━━━ Record set

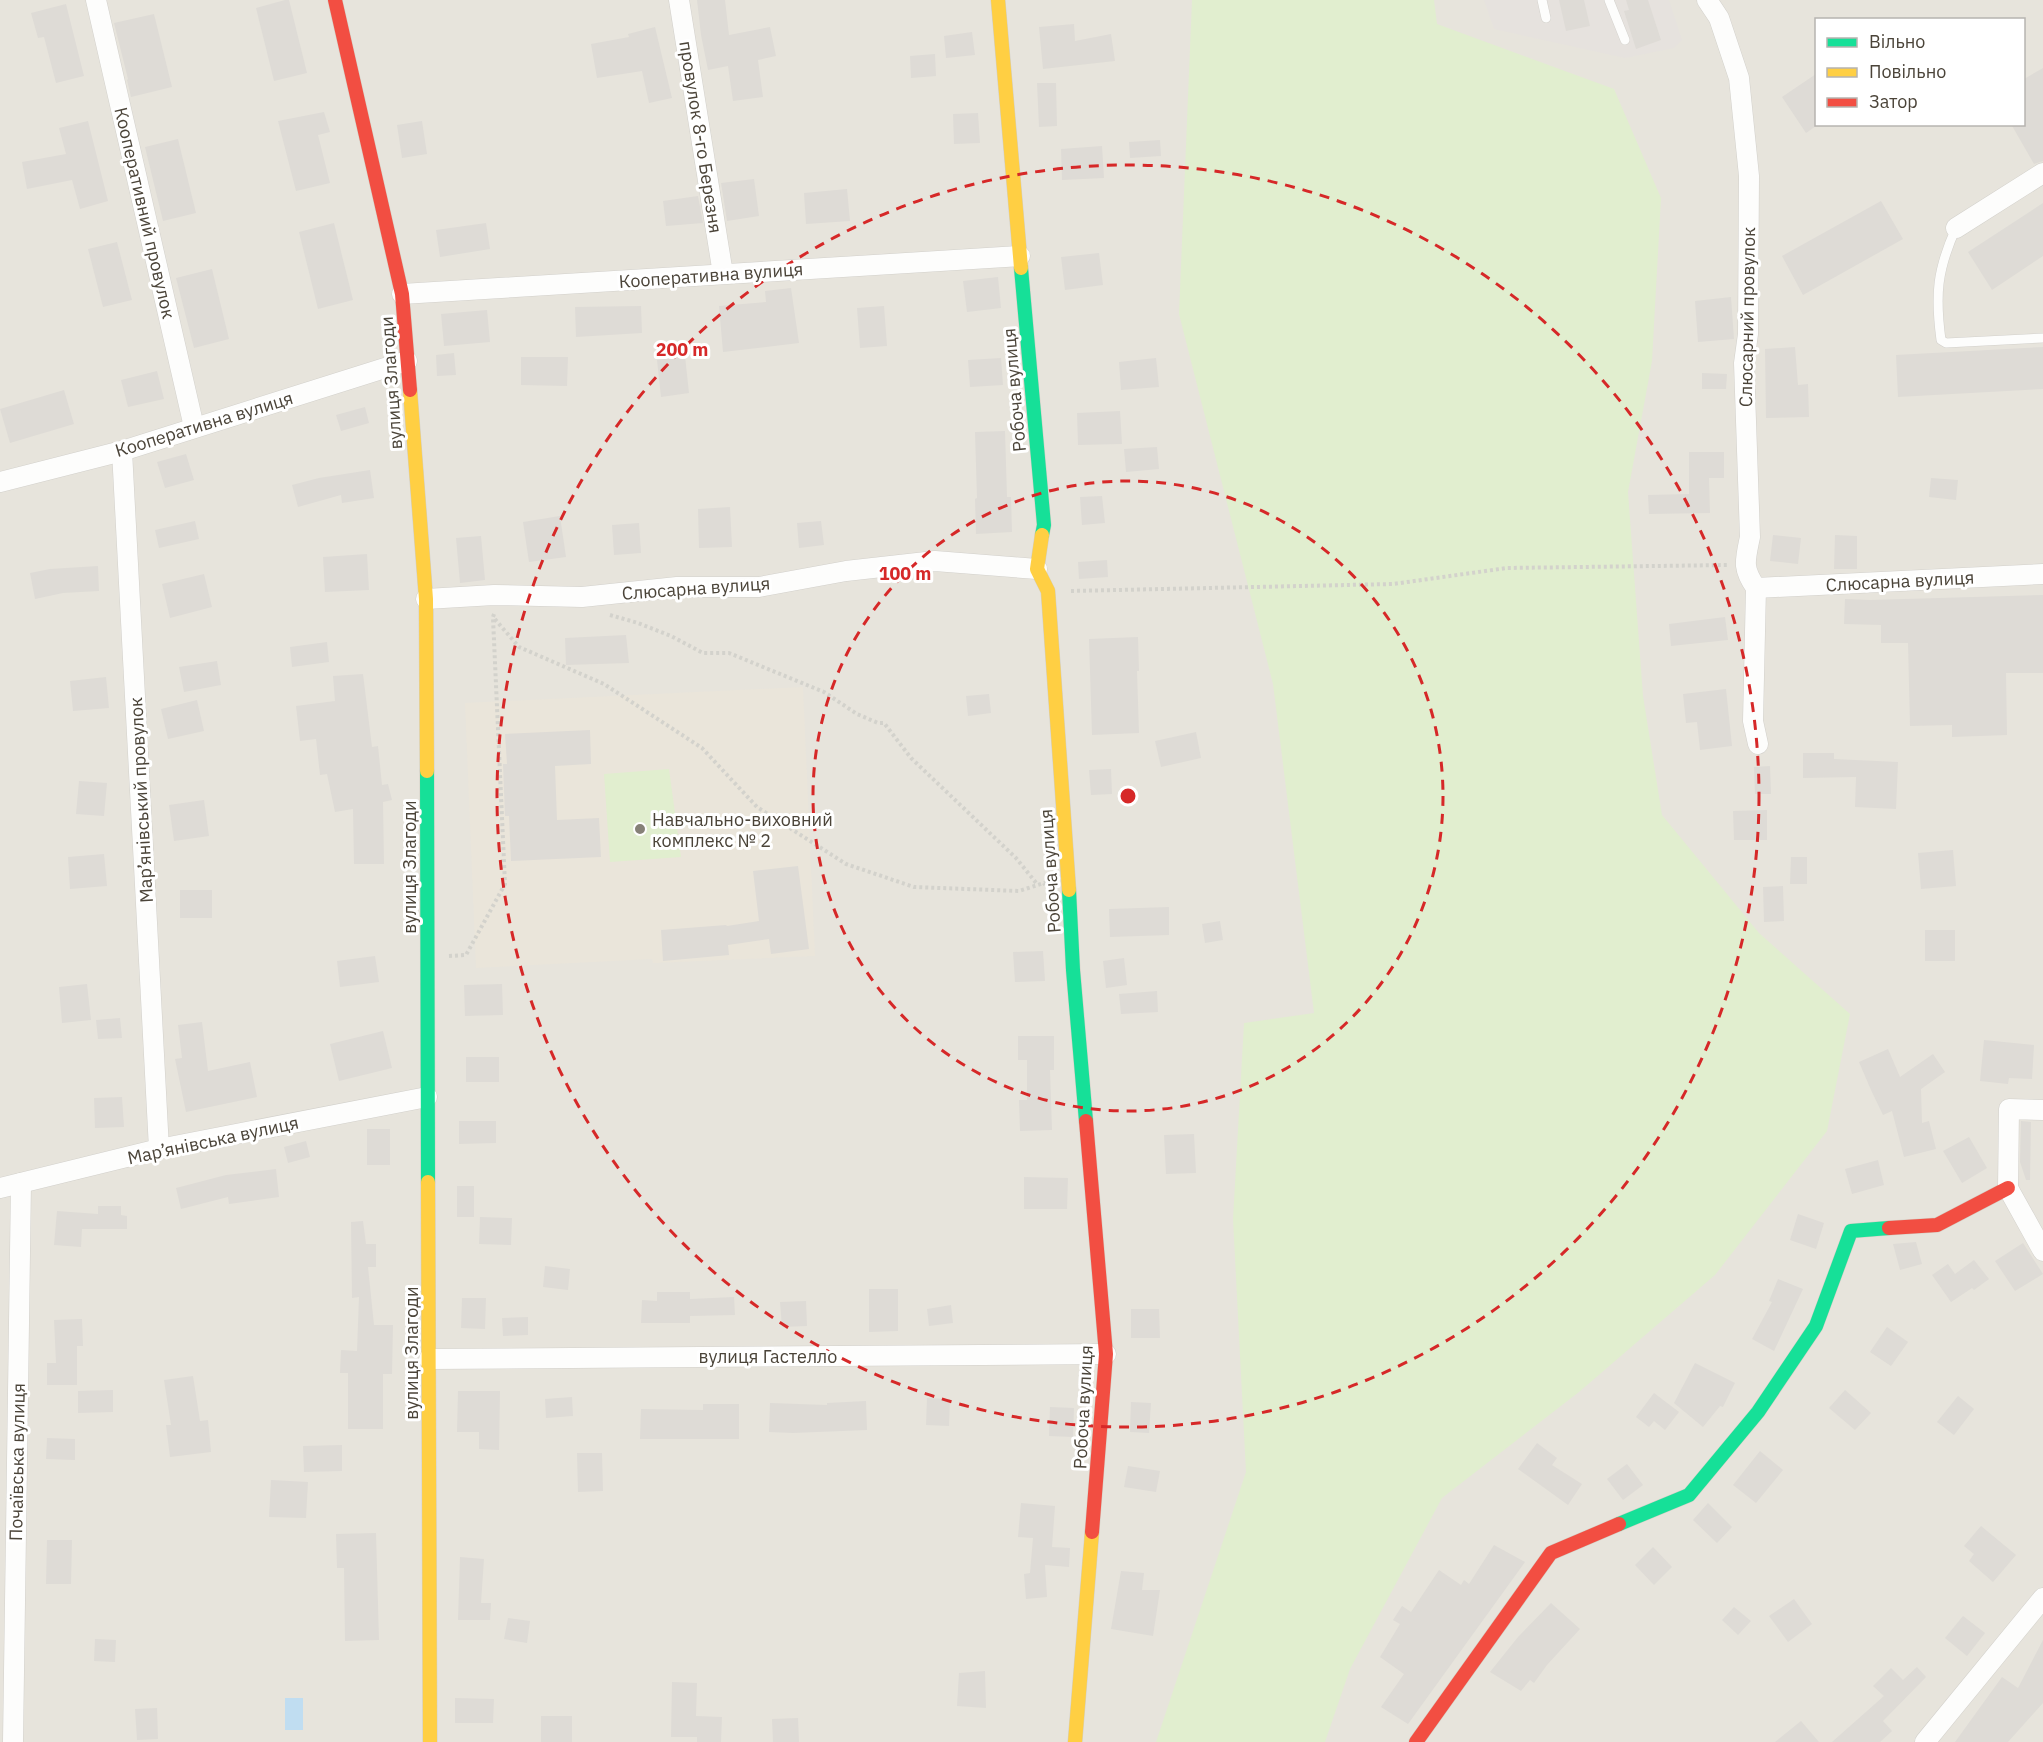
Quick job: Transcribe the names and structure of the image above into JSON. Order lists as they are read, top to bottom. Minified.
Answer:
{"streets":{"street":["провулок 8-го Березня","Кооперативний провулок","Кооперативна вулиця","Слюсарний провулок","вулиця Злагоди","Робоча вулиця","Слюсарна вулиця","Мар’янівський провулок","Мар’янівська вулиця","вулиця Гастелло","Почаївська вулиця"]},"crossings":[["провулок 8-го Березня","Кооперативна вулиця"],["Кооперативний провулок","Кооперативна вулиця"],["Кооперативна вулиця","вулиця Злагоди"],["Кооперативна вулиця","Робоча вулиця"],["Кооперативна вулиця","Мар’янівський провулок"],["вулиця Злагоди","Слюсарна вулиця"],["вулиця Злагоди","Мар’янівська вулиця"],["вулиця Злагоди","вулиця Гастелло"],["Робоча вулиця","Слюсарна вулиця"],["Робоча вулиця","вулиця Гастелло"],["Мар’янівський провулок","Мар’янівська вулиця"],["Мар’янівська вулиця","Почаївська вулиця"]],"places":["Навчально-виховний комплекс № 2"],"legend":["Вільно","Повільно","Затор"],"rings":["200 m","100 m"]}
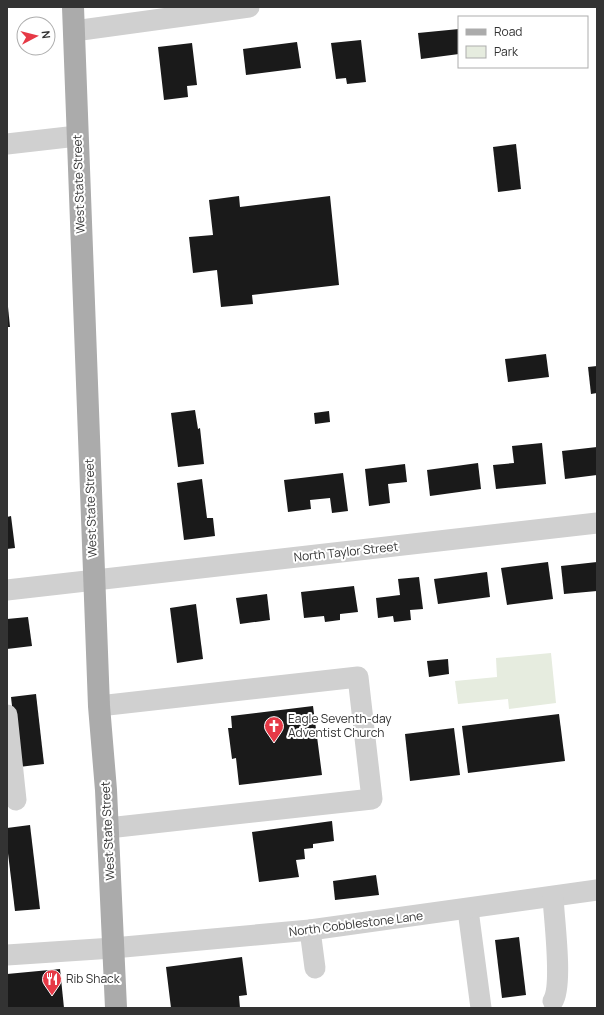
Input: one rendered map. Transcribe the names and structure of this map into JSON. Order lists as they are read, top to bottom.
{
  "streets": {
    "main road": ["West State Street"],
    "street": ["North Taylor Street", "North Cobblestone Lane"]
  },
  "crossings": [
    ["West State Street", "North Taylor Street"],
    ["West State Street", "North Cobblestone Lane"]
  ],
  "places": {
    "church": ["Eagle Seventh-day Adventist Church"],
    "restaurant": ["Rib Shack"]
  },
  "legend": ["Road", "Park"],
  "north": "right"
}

━━━━━━

:: Assignment ::
Every entry above should be duplicated exactly. Do not include the images.

:: Answer box ::
Quick job: Transcribe the names and structure of the image above into JSON. Order lists as they are read, top to bottom. Minified.
Answer:
{"streets":{"street":["провулок 8-го Березня","Кооперативний провулок","Кооперативна вулиця","Слюсарний провулок","вулиця Злагоди","Робоча вулиця","Слюсарна вулиця","Мар’янівський провулок","Мар’янівська вулиця","вулиця Гастелло","Почаївська вулиця"]},"crossings":[["провулок 8-го Березня","Кооперативна вулиця"],["Кооперативний провулок","Кооперативна вулиця"],["Кооперативна вулиця","вулиця Злагоди"],["Кооперативна вулиця","Робоча вулиця"],["Кооперативна вулиця","Мар’янівський провулок"],["вулиця Злагоди","Слюсарна вулиця"],["вулиця Злагоди","Мар’янівська вулиця"],["вулиця Злагоди","вулиця Гастелло"],["Робоча вулиця","Слюсарна вулиця"],["Робоча вулиця","вулиця Гастелло"],["Мар’янівський провулок","Мар’янівська вулиця"],["Мар’янівська вулиця","Почаївська вулиця"]],"places":["Навчально-виховний комплекс № 2"],"legend":["Вільно","Повільно","Затор"],"rings":["200 m","100 m"]}
Input: one rendered map. Transcribe the names and structure of this map into JSON. Order lists as they are read, top to bottom.
{
  "streets": {
    "main road": ["West State Street"],
    "street": ["North Taylor Street", "North Cobblestone Lane"]
  },
  "crossings": [
    ["West State Street", "North Taylor Street"],
    ["West State Street", "North Cobblestone Lane"]
  ],
  "places": {
    "church": ["Eagle Seventh-day Adventist Church"],
    "restaurant": ["Rib Shack"]
  },
  "legend": ["Road", "Park"],
  "north": "right"
}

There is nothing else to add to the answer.